Exercise objective: Go through the entries below and copy each line containing the word "bottom".

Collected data
══════

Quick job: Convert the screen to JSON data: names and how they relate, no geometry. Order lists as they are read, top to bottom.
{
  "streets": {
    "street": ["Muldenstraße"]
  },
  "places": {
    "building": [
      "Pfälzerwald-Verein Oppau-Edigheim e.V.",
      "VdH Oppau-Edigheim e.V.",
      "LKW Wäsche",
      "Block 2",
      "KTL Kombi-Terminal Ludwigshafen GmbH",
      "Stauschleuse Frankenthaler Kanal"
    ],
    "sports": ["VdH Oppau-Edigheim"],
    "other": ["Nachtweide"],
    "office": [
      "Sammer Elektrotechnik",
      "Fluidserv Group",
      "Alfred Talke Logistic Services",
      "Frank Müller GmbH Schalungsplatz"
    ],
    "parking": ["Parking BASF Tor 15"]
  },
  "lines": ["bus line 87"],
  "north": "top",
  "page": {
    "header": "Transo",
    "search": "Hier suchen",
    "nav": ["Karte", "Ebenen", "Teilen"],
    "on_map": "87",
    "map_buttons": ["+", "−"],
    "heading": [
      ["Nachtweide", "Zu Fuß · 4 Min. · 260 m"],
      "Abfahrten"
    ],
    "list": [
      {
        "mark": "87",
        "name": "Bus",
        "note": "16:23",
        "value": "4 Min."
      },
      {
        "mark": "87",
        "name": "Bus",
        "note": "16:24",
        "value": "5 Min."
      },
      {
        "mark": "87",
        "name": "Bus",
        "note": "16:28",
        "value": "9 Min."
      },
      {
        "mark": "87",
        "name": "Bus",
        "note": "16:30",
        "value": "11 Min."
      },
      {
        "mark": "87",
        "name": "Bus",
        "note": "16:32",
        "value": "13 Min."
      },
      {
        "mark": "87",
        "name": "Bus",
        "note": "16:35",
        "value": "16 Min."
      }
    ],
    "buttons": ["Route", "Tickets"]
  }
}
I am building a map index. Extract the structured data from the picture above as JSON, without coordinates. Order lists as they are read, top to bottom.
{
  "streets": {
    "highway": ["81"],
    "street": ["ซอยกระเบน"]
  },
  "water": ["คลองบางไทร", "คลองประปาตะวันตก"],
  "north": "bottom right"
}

══════

Solution:
Quick job: Convert the screen to JSON data: names and how they relate, no geometry. Order lists as they are read, top to bottom.
I am building a map index. Extract the structured data from the picture above as JSON, without coordinates. Order lists as they are read, top to bottom.
  "north": "bottom right"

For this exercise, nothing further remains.